### What is needed
Copy each line of the data beneath in which the word "center" appears.
________________________
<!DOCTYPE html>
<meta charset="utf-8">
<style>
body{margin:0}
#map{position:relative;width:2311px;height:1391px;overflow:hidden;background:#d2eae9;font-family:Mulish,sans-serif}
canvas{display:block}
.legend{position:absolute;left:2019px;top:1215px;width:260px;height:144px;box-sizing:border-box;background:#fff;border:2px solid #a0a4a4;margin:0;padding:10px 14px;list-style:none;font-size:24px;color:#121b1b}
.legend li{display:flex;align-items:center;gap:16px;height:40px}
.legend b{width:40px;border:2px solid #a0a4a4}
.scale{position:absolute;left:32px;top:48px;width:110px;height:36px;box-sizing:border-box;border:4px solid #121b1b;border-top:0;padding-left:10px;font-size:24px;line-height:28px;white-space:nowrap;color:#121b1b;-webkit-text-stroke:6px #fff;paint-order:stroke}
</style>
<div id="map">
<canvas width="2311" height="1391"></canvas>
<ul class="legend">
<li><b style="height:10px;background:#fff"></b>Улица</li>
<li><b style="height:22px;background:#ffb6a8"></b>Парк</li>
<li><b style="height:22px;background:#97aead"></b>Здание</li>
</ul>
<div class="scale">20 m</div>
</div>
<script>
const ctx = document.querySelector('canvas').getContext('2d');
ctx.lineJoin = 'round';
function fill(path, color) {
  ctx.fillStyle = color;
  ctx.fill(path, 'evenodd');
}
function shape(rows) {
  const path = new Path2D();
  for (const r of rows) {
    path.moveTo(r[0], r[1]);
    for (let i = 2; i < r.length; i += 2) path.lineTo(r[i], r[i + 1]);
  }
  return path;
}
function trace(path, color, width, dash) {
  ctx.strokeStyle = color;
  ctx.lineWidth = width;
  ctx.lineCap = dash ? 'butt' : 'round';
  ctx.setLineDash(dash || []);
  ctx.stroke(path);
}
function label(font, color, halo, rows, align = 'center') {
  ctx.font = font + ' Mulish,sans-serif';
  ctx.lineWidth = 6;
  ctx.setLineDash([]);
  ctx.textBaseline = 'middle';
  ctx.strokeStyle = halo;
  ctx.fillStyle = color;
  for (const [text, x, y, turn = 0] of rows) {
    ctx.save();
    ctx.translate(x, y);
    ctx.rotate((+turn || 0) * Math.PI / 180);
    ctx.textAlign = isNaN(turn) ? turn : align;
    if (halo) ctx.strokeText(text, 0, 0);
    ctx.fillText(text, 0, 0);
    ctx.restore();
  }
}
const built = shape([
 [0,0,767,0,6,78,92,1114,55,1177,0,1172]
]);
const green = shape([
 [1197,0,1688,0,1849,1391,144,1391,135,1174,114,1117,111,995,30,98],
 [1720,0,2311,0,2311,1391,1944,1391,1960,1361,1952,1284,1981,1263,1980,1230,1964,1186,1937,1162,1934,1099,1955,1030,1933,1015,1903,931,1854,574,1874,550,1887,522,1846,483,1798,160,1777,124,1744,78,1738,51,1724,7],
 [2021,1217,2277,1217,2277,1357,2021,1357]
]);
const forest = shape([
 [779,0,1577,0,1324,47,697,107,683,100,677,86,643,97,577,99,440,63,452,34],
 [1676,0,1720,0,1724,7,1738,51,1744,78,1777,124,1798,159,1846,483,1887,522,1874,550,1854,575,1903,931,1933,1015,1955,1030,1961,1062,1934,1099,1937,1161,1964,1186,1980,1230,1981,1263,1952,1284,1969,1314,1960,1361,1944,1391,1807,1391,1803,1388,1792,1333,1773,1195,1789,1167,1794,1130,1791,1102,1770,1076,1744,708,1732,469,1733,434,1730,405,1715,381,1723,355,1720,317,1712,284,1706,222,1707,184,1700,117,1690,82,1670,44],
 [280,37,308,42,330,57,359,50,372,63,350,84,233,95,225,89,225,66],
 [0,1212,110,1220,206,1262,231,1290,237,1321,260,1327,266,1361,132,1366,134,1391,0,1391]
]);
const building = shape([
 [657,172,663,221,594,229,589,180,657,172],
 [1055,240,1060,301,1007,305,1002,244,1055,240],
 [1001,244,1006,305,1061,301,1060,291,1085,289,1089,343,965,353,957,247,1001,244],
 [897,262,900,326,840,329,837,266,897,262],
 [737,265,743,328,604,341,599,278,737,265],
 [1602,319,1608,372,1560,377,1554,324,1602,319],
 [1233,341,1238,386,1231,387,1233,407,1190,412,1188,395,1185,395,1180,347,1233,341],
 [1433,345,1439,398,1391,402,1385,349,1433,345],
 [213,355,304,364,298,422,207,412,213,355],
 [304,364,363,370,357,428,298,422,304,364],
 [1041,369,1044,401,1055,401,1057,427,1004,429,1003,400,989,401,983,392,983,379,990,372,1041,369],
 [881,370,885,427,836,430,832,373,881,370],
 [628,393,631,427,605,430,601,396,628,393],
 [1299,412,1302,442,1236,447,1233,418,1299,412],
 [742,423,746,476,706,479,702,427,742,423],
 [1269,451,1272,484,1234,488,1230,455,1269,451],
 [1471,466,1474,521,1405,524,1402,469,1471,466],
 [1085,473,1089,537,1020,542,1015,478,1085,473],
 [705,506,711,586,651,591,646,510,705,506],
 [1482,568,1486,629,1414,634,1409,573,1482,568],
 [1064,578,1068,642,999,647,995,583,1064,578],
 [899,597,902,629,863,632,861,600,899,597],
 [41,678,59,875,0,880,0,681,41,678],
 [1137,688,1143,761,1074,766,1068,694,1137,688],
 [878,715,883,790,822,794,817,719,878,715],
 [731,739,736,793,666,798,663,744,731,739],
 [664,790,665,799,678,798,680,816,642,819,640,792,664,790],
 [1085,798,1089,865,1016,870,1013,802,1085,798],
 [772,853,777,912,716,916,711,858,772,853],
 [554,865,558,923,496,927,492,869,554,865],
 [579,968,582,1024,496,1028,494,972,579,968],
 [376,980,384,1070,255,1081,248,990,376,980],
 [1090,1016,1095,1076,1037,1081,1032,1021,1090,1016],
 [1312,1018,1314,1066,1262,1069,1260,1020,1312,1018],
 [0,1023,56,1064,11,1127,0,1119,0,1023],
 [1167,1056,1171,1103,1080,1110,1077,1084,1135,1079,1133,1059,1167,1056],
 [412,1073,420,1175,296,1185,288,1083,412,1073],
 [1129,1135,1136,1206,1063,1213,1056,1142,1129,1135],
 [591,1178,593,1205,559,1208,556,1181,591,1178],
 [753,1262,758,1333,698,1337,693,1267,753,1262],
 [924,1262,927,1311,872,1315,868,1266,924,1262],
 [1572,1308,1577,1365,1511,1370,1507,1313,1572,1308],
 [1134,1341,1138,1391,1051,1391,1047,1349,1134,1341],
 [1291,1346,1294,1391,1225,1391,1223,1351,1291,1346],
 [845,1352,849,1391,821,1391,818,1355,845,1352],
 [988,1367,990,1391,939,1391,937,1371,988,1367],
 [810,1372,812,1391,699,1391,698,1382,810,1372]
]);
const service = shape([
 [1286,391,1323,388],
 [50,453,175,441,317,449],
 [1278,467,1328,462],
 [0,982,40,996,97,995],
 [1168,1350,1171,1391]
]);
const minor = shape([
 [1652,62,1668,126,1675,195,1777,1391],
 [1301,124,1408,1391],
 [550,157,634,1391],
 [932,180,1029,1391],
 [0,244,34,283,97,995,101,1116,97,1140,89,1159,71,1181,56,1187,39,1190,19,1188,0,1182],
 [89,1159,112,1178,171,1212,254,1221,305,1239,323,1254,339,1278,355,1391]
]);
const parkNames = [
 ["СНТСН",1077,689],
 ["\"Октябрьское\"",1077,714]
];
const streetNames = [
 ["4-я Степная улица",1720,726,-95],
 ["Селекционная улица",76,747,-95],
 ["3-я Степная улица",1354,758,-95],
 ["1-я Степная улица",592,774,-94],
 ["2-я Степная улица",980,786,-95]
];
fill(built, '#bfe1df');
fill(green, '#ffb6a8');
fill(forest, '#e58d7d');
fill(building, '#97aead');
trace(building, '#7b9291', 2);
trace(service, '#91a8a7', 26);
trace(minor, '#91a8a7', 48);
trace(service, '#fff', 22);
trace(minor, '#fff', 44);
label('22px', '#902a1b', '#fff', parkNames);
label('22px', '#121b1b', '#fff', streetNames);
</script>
________________________
### Exercise solution
.legend li{display:flex;align-items:center;gap:16px;height:40px}
function label(font, color, halo, rows, align = 'center') {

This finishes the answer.